Examples of small AI catastrophes will also probably make takeover risk more obvious.
I guess another example of this phenomenon is that a bunch of people are more worried about AI takeover than they were five years ago, because they’ve seen more examples of ML systems being really smart, even though they wouldn’t have said five years ago that ML systems could never solve those problems. Seeing the ways things happen is often pretty persuasive to people.
This prediction feels like… it doesn’t play out the whole game tree? Like, yeah, Facebook releases one algorithm optimizing for clicks in a way people are somewhat unhappy about. But the customers are unhappy about it, which is not an economically-stable state of affairs, so shortly thereafter Facebook switches to a different metric which is less click-centric. (IIRC this actually happened a few years ago.)
On the other hand, sometimes Facebook’s newsfeed algorithm is bad in ways which are not visible to individual customers. Like, maybe there’s an echo chamber problem, people only see things they agree with. But from an individual customer’s perspective, that’s exactly what they (think they) want to see, they don’t know that there’s anything wrong with the information they’re receiving. This sort of problem does not actually look like a problem from the perspective of any one person looking at their own feed; it looks good. So that’s a much more economically stable state; Facebook is less eager to switch to a new metric.
… but even that isn’t a real example of a problem which is properly invisible. It’s still obvious that the echo-chamber-newsfeed is bad for other people, and therefore it will still be noticed, and Facebook will still be pressured to change their metrics. (Indeed that is what happened.) The real problems are problems people don’t notice at all, or don’t know to attribute to the newsfeed algorithm at all. We don’t have a widely-recognized example of such a thing and probably won’t any time soon, precisely because most people do not notice it. Yet I’d be surprised if Facebook’s newsfeed algorithm didn’t have some such subtle negative effects, and I very much doubt that the subtle problems will go away as the visible problems are iterated on.

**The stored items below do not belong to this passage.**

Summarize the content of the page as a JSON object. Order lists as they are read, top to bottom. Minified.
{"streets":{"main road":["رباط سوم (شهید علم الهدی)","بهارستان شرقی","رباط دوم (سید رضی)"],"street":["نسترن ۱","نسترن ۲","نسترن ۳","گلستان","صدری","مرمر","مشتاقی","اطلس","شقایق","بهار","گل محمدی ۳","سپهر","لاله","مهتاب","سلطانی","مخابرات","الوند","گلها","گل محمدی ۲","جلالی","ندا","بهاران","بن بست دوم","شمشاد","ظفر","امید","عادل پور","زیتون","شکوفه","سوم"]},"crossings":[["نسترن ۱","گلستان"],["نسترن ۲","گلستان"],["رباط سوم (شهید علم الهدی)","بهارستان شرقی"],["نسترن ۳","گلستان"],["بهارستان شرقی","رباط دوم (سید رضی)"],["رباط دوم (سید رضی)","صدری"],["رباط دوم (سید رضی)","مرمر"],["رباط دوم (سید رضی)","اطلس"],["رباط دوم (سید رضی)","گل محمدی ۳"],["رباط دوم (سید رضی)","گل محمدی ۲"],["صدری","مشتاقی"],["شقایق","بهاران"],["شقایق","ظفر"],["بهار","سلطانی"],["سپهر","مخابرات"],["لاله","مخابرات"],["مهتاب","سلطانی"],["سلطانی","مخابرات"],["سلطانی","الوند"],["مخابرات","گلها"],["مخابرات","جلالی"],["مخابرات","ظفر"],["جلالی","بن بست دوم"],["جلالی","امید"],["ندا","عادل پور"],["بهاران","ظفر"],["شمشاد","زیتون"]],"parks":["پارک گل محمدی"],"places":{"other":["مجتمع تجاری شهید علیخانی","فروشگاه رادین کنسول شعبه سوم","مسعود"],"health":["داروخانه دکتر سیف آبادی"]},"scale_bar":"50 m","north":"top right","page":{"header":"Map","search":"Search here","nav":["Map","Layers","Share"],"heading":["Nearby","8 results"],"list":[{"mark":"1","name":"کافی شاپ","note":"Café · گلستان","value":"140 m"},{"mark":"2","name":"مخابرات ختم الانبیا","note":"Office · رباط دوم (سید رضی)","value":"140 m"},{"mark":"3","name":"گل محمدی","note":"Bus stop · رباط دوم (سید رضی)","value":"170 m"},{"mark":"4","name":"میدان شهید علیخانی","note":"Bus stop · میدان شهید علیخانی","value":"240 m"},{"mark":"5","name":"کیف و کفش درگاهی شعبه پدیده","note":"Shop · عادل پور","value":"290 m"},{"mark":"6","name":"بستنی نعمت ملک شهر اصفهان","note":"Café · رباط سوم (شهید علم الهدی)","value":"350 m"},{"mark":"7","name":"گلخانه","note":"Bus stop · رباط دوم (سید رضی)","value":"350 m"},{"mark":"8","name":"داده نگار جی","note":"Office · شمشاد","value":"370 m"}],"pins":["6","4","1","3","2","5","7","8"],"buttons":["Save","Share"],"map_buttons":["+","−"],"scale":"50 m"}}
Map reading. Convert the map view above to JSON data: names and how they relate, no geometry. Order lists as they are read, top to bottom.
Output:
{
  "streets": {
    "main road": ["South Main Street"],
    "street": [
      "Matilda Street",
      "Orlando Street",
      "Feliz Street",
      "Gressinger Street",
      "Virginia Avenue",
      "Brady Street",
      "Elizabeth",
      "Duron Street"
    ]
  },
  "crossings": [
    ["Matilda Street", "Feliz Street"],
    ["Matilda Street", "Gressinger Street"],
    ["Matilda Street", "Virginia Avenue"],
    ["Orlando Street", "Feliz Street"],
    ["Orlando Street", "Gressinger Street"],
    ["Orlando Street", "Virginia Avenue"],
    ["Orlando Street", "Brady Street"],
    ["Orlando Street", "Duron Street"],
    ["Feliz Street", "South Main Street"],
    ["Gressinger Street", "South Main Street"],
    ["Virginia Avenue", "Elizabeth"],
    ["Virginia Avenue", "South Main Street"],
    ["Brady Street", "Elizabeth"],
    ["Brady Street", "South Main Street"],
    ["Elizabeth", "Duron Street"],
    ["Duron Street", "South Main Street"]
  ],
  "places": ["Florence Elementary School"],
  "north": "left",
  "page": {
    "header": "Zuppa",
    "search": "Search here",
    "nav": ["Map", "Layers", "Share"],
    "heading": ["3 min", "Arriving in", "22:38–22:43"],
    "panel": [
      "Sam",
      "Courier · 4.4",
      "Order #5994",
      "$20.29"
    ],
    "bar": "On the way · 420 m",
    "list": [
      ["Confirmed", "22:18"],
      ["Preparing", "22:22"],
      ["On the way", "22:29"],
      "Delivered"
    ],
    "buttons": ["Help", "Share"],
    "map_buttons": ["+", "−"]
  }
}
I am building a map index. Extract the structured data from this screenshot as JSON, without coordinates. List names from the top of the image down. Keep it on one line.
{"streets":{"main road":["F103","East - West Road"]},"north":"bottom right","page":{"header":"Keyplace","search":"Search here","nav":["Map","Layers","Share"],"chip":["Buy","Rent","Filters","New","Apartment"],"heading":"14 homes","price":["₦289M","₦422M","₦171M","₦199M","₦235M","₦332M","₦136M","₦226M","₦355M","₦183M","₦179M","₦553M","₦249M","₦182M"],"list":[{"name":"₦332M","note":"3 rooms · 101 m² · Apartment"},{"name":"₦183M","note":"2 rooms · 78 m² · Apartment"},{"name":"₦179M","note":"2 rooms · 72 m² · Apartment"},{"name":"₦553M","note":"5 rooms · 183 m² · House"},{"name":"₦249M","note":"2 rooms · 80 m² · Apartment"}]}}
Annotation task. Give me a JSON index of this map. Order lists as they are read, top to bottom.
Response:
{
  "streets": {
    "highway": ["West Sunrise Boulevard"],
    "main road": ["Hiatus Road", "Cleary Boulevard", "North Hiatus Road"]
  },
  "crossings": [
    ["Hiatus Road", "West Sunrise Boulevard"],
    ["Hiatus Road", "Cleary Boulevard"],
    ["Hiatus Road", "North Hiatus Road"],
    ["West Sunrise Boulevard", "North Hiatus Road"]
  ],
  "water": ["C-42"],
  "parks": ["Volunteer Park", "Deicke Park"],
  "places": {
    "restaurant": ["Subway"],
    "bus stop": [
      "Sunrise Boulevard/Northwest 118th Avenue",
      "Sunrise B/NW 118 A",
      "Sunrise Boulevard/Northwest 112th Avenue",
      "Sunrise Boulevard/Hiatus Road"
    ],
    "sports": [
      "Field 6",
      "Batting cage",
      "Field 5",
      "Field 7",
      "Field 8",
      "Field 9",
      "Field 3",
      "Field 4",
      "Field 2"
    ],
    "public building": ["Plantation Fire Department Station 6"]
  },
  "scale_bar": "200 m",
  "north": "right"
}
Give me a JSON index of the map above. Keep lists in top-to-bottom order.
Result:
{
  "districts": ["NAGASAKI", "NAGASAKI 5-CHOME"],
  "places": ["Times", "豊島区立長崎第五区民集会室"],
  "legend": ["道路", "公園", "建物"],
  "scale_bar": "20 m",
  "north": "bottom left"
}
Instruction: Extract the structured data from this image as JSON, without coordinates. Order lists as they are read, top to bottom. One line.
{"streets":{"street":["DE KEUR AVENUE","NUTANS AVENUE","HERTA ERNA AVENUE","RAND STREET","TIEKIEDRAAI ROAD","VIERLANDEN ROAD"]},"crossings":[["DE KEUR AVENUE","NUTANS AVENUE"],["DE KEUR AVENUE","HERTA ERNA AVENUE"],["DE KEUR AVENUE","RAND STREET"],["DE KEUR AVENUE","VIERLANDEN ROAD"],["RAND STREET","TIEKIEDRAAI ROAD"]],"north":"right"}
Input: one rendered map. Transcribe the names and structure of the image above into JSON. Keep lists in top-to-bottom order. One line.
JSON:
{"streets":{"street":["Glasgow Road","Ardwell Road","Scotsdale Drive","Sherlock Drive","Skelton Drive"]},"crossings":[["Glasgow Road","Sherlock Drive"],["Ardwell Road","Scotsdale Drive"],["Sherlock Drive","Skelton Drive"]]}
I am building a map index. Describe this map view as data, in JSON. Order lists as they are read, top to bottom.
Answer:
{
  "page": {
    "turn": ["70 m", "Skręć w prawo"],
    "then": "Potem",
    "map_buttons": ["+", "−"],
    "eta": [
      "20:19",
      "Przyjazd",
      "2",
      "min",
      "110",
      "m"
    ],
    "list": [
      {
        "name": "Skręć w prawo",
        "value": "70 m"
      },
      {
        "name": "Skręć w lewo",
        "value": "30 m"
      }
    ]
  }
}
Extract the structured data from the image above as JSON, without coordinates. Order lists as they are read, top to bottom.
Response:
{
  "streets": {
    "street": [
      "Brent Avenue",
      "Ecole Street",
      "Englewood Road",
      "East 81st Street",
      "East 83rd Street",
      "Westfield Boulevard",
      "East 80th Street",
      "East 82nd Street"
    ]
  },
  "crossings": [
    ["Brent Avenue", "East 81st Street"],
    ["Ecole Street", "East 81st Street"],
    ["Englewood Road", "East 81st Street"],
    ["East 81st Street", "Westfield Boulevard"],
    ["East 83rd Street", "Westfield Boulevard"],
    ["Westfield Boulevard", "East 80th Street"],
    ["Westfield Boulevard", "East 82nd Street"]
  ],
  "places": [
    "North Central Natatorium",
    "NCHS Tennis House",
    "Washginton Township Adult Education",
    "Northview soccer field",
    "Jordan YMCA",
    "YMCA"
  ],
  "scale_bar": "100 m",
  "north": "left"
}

If anything, I’d expect iterating on visible problems to produce additional subtle problems—for instance, in order to address misinformation problems, Facebook started promoting an Official Narrative which is itself often wrong. But that’s much harder to detect, because it’s wrong in a way which the vast majority of Official Sources also endorse. To put it another way: if most of the population can be dragged into a single echo chamber, all echoing the same wrong information, that doesn’t make the echo chamber problem less bad, but it does make the echo chamber problem less visible.
Anyway, zooming out: solve for the equilibrium, as Cowen would say. If the problems are visible to customers, that’s not a stable state. Organizations will be incentivized to iterate until problems stop being visible. They will not, however, be incentivized to iterate away the problems which aren’t visible.
I can’t tell which of two arguments you’re making: that there are unknown unknowns, or that myopia isn’t a complete solution.
This is a good argument for all metrics being Goodhearteable, and that if takeover occurs and the AI is incorrigible that’ll cause suboptimal value lock-in (Ie unknown unknowns).
I agree myopia isn’t a complete solution, but it seems better for preventing takeover risk than for preventing social media dysfunction? It seems more easily defineable in the worst case (“don’t do something nearly all humans really dislike” than “make the public square function well”).